Supplied material:
■ ■ ■ ■ ■ ■ ■

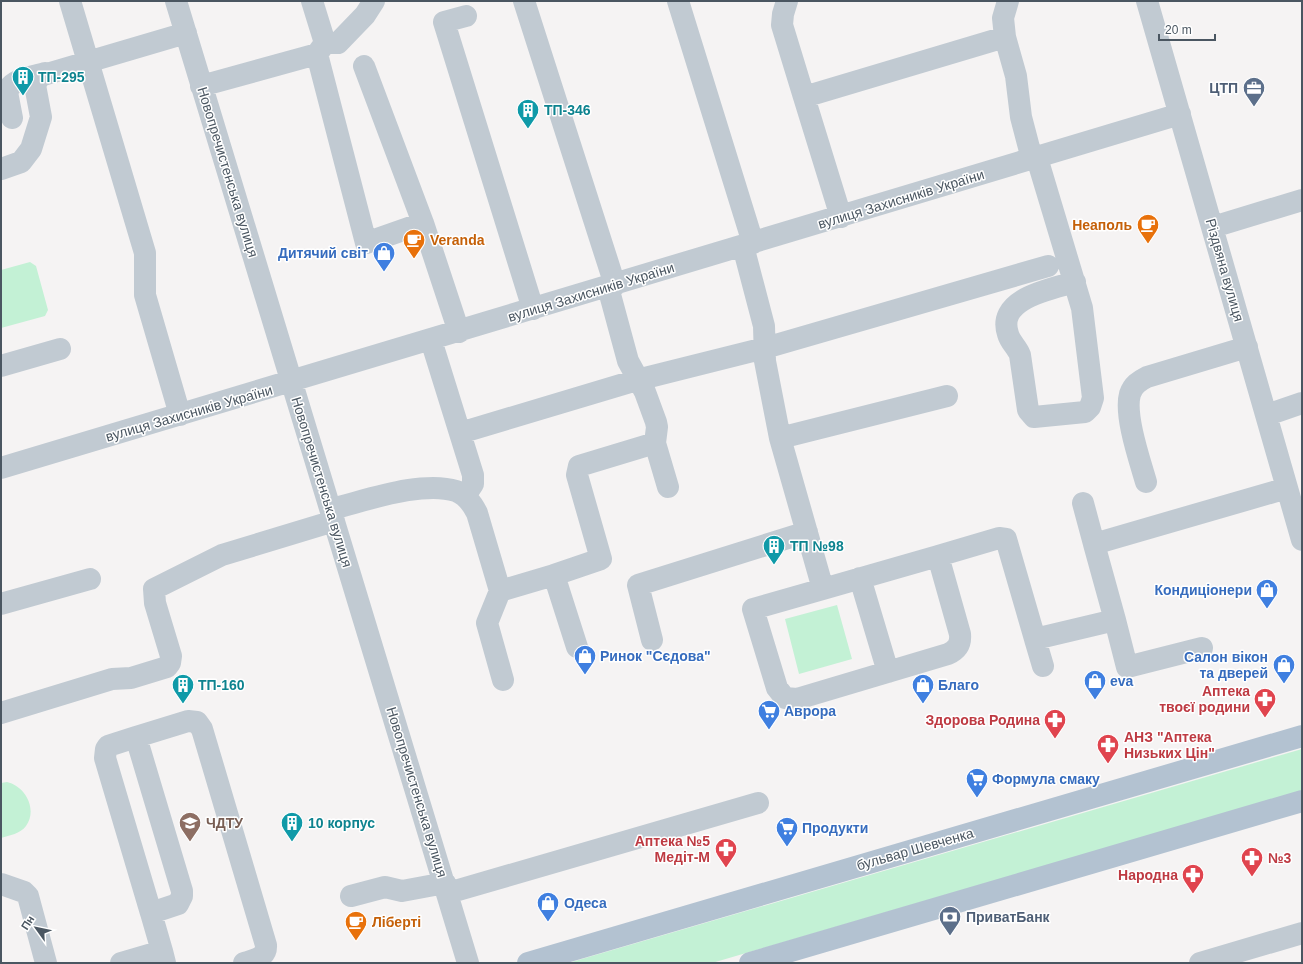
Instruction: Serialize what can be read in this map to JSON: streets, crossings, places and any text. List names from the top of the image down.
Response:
{
  "streets": {
    "main road": ["бульвар Шевченка"],
    "street": ["Новопречистенська вулиця", "вулиця Захисників України", "Різдвяна вулиця"]
  },
  "crossings": [
    ["Новопречистенська вулиця", "вулиця Захисників України"],
    ["вулиця Захисників України", "Різдвяна вулиця"]
  ],
  "places": {
    "building": [
      "ТП-295",
      "ТП-346",
      "ТП №98",
      "ТП-160",
      "10 корпус"
    ],
    "office": ["ЦТП"],
    "cafe": ["Неаполь", "Veranda", "Ліберті"],
    "shop": [
      "Дитячий світ",
      "Кондиціонери",
      "Ринок \"Сєдова\"",
      "Салон вікон та дверей",
      "eva",
      "Благо",
      "Одеса"
    ],
    "pharmacy": [
      "Аптека твоєї родини",
      "Здорова Родина",
      "АНЗ \"Аптека Низьких Цiн\"",
      "Аптека №5 Медіт-М",
      "№3",
      "Народна"
    ],
    "supermarket": ["Аврора", "Формула смаку", "Продукти"],
    "school or university": ["ЧДТУ"],
    "bank": ["ПриватБанк"]
  },
  "scale_bar": "20 m",
  "north": "top left"
}
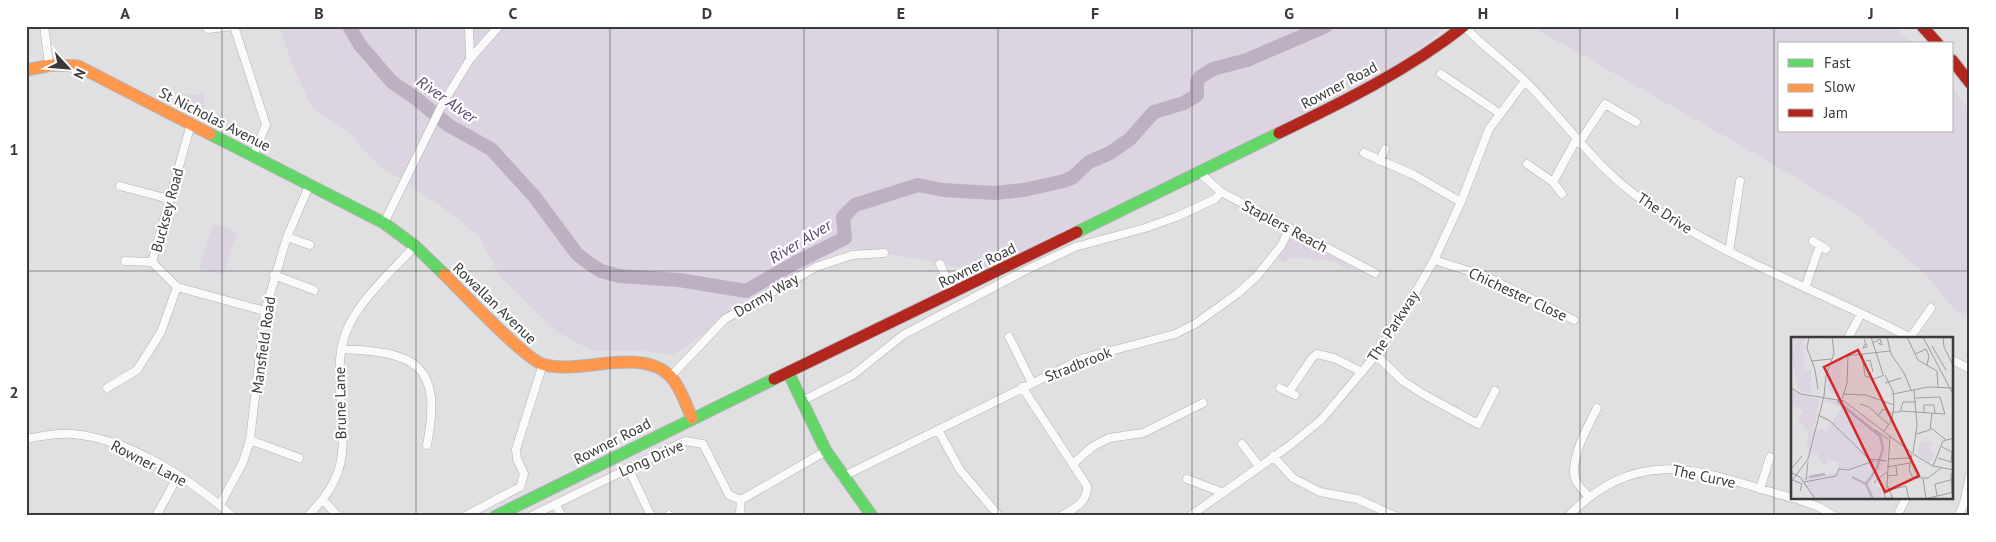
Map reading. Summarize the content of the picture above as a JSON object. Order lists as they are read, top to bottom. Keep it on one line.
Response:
{"streets":{"main road":["Rowner Road","St Nicholas Avenue","Rowallan Avenue"],"street":["Bucksey Road","The Drive","Staplers Reach","Chichester Close","Dormy Way","The Parkway","Mansfield Road","Stradbrook","Brune Lane","Long Drive","Rowner Lane","The Curve"]},"crossings":[["Rowner Road","The Drive"],["Rowner Road","Staplers Reach"],["St Nicholas Avenue","Bucksey Road"],["St Nicholas Avenue","Rowallan Avenue"],["St Nicholas Avenue","Mansfield Road"],["Bucksey Road","Mansfield Road"],["The Drive","The Parkway"],["Staplers Reach","Stradbrook"],["Chichester Close","The Parkway"],["Dormy Way","Rowallan Avenue"],["Rowallan Avenue","Brune Lane"],["Mansfield Road","Rowner Lane"]],"water":["River Alver"],"legend":["Fast","Slow","Jam"],"north":"bottom right","grid":{"columns":["A","B","C","D","E","F","G","H","I","J"],"rows":["1","2"]}}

■ ■ ■ ■ ■ ■ ■

Exercise goal: Could you state how many lines of the data include the word "JSON"? Only the number is needed.

Solution to the exercise: 2